**WHAT TO WORK ON:** Omit all pictures. Print the remaining lines exactly, from the start of the data through the line containing "0 #f4f1e8) drop-shadow(-2px".
INPUT FOR THIS TASK below:
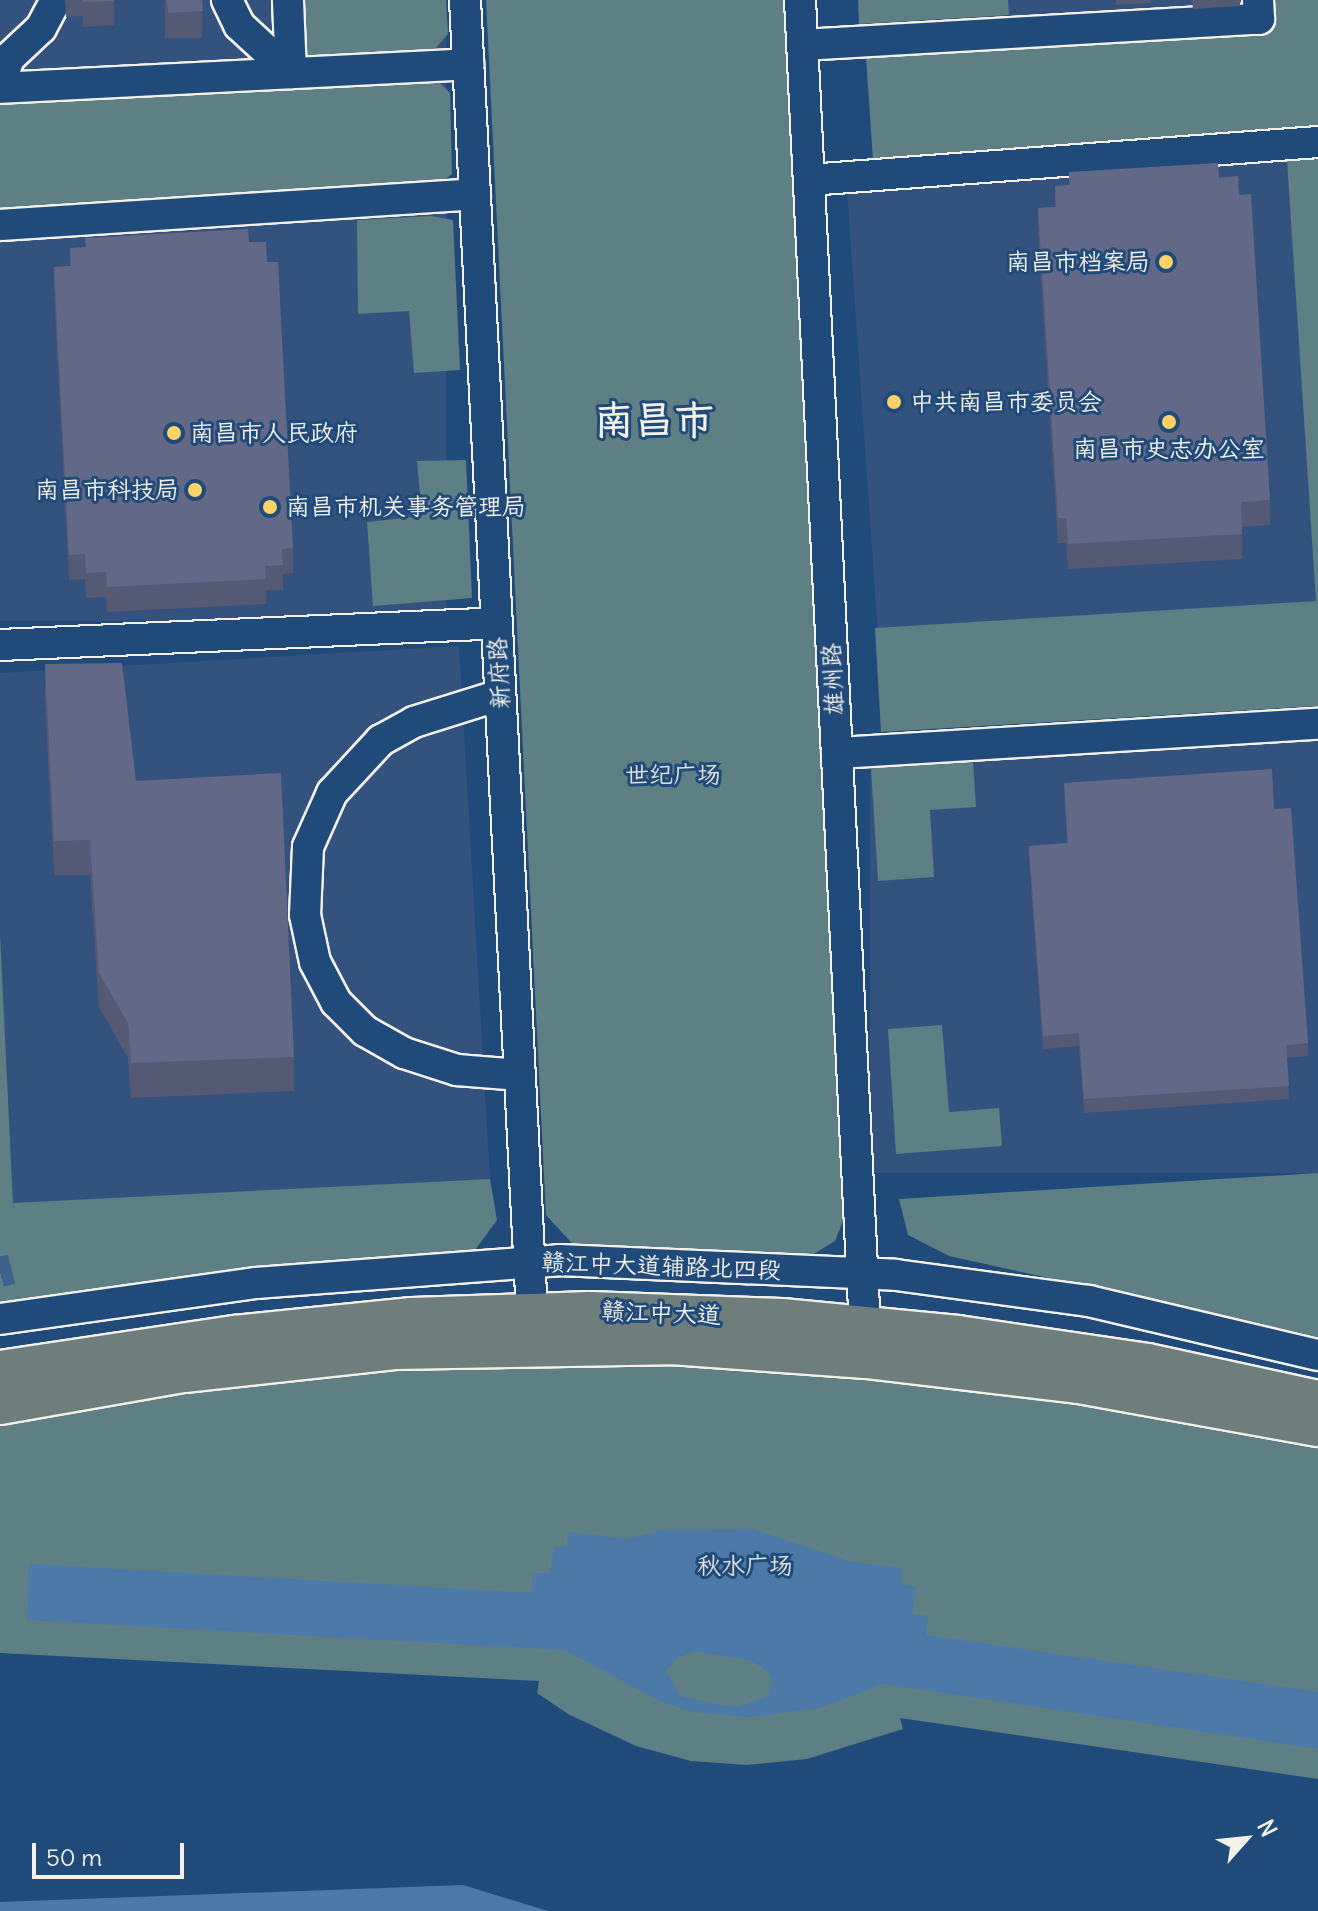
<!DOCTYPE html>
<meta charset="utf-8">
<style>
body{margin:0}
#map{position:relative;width:1318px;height:1911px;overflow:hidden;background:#1f4a7a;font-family:Delius,"LXGW WenKai TC",sans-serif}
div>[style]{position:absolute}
.built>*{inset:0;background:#33537e;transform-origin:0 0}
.green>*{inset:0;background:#5e7f83}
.water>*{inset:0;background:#4d79a8}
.minor-tunnel>*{height:30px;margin-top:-15px;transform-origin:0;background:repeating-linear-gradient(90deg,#3f638a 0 30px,transparent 0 45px)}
.roads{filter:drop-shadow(2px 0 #f4f1e8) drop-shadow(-2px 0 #f4f1e8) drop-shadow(0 2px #f4f1e8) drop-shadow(0 -2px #f4f1e8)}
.minor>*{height:30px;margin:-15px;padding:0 15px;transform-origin:15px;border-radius:15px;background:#1f4a7a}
.major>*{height:38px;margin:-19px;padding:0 19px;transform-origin:19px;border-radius:19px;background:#6d7e7c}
.wall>*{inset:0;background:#545a73;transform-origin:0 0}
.building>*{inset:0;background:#626986}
.dots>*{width:22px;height:22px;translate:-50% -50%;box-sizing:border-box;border:4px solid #1f4a7a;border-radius:50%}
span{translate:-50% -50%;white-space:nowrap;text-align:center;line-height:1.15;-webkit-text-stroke:6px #1f4a7a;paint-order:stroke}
.poi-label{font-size:24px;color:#f4f1e8}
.right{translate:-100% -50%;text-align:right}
.left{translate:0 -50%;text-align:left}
.street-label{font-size:24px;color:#f4f1e8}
.park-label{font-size:24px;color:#dee0d9}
.town-label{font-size:40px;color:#f4f1e8;font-weight:700}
.north{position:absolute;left:1206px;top:1799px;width:80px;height:80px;-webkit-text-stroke:6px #1f4a7a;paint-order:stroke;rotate:63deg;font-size:22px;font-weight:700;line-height:32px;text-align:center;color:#f4f1e8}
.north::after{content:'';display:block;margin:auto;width:28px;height:36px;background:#f4f1e8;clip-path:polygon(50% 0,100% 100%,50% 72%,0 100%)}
.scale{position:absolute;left:32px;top:1843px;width:152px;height:36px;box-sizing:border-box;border:4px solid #f4f1e8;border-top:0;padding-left:10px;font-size:24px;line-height:28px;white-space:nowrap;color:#f4f1e8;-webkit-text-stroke:6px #1f4a7a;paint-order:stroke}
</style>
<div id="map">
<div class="built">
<i style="left:0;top:0;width:446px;height:621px"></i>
<i style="clip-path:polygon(858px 0,1265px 0,1268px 35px,866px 58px)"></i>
<i style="left:1287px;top:161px;width:441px;height:441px;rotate:86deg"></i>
<i style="clip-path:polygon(459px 646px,490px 1179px,13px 1204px,0 932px,0 673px)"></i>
<i style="left:1318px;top:741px;width:432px;height:448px;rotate:90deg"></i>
</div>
<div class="green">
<i style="clip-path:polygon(304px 0,446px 0,448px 34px,428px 57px,306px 60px)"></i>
<i style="clip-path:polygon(486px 0,784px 0,845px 1216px,835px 1241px,804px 1260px,580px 1252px,546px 1215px)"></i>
<i style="clip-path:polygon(858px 0,1008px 0,1009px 15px,859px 24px)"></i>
<i style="clip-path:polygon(1265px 0,1318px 0,1318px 134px,873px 160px,866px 58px,1267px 35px)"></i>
<i style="clip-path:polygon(434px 77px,450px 93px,452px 174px,437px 186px,0 210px,0 103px)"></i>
<i style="clip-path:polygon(1318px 159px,1318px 706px,881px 732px,875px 628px,1316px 601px,1287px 161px)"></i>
<i style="clip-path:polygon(431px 216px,453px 220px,460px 370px,414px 373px,409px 311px,358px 314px,357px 220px)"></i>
<i style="clip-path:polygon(466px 460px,472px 598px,373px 606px,367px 522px,422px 516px,417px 461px)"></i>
<i style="clip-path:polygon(973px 762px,976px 807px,930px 810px,934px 877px,878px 881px,871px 768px)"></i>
<i style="clip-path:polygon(0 932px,13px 1203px,490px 1179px,497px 1220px,470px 1257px,0 1308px)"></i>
<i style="clip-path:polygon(942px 1025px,949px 1112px,999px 1108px,1002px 1146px,896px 1154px,888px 1029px)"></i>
<i style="clip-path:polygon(1318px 1173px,1318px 1337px,949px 1256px,908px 1235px,899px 1199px)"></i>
<i style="clip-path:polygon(602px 1360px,959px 1384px,1318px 1449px,1318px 1779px,900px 1718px,903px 1729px,807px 1759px,747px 1765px,691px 1761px,636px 1746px,568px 1714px,537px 1693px,539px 1681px,0 1653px,0 1421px,369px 1367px)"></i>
</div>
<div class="water">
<i style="clip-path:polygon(evenodd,752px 1529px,852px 1562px,902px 1568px,901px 1584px,916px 1587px,912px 1614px,928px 1616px,926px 1635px,1318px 1692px,1318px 1749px,884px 1684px,819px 1708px,750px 1717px,692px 1712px,660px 1701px,564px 1650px,27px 1620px,29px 1564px,532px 1593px,533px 1573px,550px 1573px,554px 1547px,567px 1547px,568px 1532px,627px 1539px,664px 1530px,752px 1529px,696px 1651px,752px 1661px,768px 1672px,772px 1685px,767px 1697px,735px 1708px,680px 1696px,666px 1671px,677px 1658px,696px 1651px)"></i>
<i style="clip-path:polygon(463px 1885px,548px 1911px,0 1911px,0 1902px)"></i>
</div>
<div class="minor-tunnel">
<i style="left:0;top:1272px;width:12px;rotate:-14deg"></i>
</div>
<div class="roads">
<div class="minor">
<i style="left:227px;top:0;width:28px;rotate:64deg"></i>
<i style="left:239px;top:25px;width:71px;rotate:42.7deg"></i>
<i style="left:291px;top:73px;width:73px;rotate:-92.4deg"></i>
<i style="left:465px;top:0;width:1334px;rotate:87.08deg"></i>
<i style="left:800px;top:0;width:1350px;rotate:87.2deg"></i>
<i style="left:802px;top:45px;width:458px;rotate:-3.3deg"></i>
<i style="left:1259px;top:19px;width:19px;rotate:-93deg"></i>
<i style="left:0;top:83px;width:27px;rotate:-70deg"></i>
<i style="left:9px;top:58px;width:44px;rotate:-43.2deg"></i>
<i style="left:41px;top:28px;width:32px;rotate:-62deg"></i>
<i style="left:0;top:88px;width:469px;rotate:-2.9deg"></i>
<i style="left:809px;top:180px;width:510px;rotate:-4.27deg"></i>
<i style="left:0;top:225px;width:476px;rotate:-3.7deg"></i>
<i style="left:0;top:645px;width:497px;rotate:-2.5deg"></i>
<i style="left:500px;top:695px;width:90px;rotate:162.6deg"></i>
<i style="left:414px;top:722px;width:38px;rotate:151deg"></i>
<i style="left:381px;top:740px;width:72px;rotate:132.8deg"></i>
<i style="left:332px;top:793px;width:59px;rotate:114deg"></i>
<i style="left:308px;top:847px;width:68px;rotate:92.5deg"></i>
<i style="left:305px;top:915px;width:48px;rotate:78deg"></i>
<i style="left:315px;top:962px;width:45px;rotate:62.3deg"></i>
<i style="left:336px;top:1002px;width:41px;rotate:45deg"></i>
<i style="left:365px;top:1031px;width:45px;rotate:29.4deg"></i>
<i style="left:404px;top:1053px;width:56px;rotate:17.8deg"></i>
<i style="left:457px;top:1070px;width:63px;rotate:4.5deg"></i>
<i style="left:837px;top:753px;width:482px;rotate:-3.5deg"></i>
<i style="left:0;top:1319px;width:259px;rotate:-8deg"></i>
<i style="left:256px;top:1283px;width:304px;rotate:-4.3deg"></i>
<i style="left:559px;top:1260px;width:337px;rotate:2.5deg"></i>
<i style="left:896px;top:1275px;width:195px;rotate:7.7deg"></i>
<i style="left:1089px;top:1301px;width:235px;rotate:13.3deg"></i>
</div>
<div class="major">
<i style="left:0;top:1370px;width:238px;rotate:-8.5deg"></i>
<i style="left:235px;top:1335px;width:178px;rotate:-5.8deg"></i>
<i style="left:412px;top:1317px;width:178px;rotate:-1.9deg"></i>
<i style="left:590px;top:1311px;width:192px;rotate:2.1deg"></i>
<i style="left:782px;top:1318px;width:177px;rotate:5.5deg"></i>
<i style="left:958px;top:1335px;width:192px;rotate:8.4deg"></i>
<i style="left:1148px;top:1363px;width:174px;rotate:12.3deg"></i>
<i style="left:0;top:1405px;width:187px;rotate:-9.9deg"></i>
<i style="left:184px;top:1373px;width:212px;rotate:-6.2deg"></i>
<i style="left:395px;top:1350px;width:274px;rotate:-1deg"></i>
<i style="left:669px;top:1345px;width:197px;rotate:4.1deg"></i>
<i style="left:866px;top:1359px;width:213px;rotate:6.7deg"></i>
<i style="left:1078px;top:1384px;width:244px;rotate:10.2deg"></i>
</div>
</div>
<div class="wall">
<i style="clip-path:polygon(65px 0,114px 0,114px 25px,83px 27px,83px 16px,66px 17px)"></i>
<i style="left:165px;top:0;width:37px;height:38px"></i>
<i style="clip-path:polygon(1116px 0,1151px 0,1151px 3px,1116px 5px)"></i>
<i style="clip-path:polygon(1192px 0,1240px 0,1240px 6px,1193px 9px)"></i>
<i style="clip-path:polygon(1069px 172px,1219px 178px,1239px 195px,1270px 500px,1270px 525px,1242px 527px,1242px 559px,1068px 569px,1066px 543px,1058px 543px,1038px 232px,1038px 208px,1055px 207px,1055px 186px,1069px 186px)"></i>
<i style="clip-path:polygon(249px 242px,267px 262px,293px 548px,293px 573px,283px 574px,283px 590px,266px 590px,266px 604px,107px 612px,106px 597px,86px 598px,85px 579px,69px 580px,54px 292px,54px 267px,70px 266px,70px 248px)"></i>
<i style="clip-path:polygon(45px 664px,136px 781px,294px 1057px,294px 1091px,131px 1098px,128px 1058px,99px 1007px,90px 875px,54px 875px,45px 699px)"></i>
<i style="clip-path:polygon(1064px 783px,1274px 809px,1308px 1043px,1308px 1056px,1287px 1058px,1289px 1099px,1084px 1113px,1079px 1046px,1043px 1049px,1029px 859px,1029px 846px,1067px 843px)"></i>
</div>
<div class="building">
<i style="clip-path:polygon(83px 0,114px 0,114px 1px,83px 2px)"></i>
<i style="clip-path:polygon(167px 0,202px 0,203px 11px,168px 13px)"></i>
<i style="clip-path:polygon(1218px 163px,1219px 178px,1238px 176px,1239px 195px,1251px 194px,1270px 500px,1241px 502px,1242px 534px,1068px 544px,1066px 518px,1058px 518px,1038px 208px,1056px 207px,1055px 186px,1070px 185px,1069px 172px)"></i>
<i style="clip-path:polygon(248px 229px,249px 242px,266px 242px,267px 262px,278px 262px,293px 548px,282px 549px,283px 565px,265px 566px,266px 579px,107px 587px,106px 572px,86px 573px,85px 554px,69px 555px,54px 267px,71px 266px,70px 248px,86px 247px,85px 238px)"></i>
<i style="clip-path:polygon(122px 663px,136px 781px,281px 773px,294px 1057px,131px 1063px,128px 1023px,99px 973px,90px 840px,54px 841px,45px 664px)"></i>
<i style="clip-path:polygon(1272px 769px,1274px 809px,1291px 808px,1308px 1043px,1286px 1045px,1289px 1086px,1084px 1099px,1079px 1033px,1043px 1036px,1029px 846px,1068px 843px,1064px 783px)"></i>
</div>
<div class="dots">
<i style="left:1166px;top:262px;background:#ffd166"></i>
<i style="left:894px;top:402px;background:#ffd166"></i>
<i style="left:1169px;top:422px;background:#ffd166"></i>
<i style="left:174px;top:433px;background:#ffd166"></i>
<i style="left:195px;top:490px;background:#ffd166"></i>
<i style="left:270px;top:507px;background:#ffd166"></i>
</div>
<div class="poi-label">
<span class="right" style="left:1150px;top:262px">南昌市档案局</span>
<span class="left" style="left:910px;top:402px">中共南昌市委员会</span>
<span class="left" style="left:190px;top:433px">南昌市人民政府</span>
<span style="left:1169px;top:449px">南昌市史志办公室</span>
<span class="right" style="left:179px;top:490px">南昌市科技局</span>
<span class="left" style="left:286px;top:507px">南昌市机关事务管理局</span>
</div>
<div class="street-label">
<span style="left:499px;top:673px;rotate:-93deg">新府路</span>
<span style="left:833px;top:679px;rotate:-93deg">雄州路</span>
<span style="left:661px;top:1266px;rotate:2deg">赣江中大道辅路北四段</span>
<span style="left:661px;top:1313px;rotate:2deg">赣江中大道</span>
</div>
<div class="park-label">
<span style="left:673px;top:775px">世纪广场</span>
<span style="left:745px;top:1566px">秋水广场</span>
</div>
<div class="town-label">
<span style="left:654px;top:420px">南昌市</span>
</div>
<div class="north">N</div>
<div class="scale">50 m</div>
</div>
End of INPUT FOR THIS TASK.
**ANSWER TO THE PROBLEM:**
<!DOCTYPE html>
<meta charset="utf-8">
<style>
body{margin:0}
#map{position:relative;width:1318px;height:1911px;overflow:hidden;background:#1f4a7a;font-family:Delius,"LXGW WenKai TC",sans-serif}
div>[style]{position:absolute}
.built>*{inset:0;background:#33537e;transform-origin:0 0}
.green>*{inset:0;background:#5e7f83}
.water>*{inset:0;background:#4d79a8}
.minor-tunnel>*{height:30px;margin-top:-15px;transform-origin:0;background:repeating-linear-gradient(90deg,#3f638a 0 30px,transparent 0 45px)}
.roads{filter:drop-shadow(2px 0 #f4f1e8) drop-shadow(-2px 0 #f4f1e8) drop-shadow(0 2px #f4f1e8) drop-shadow(0 -2px #f4f1e8)}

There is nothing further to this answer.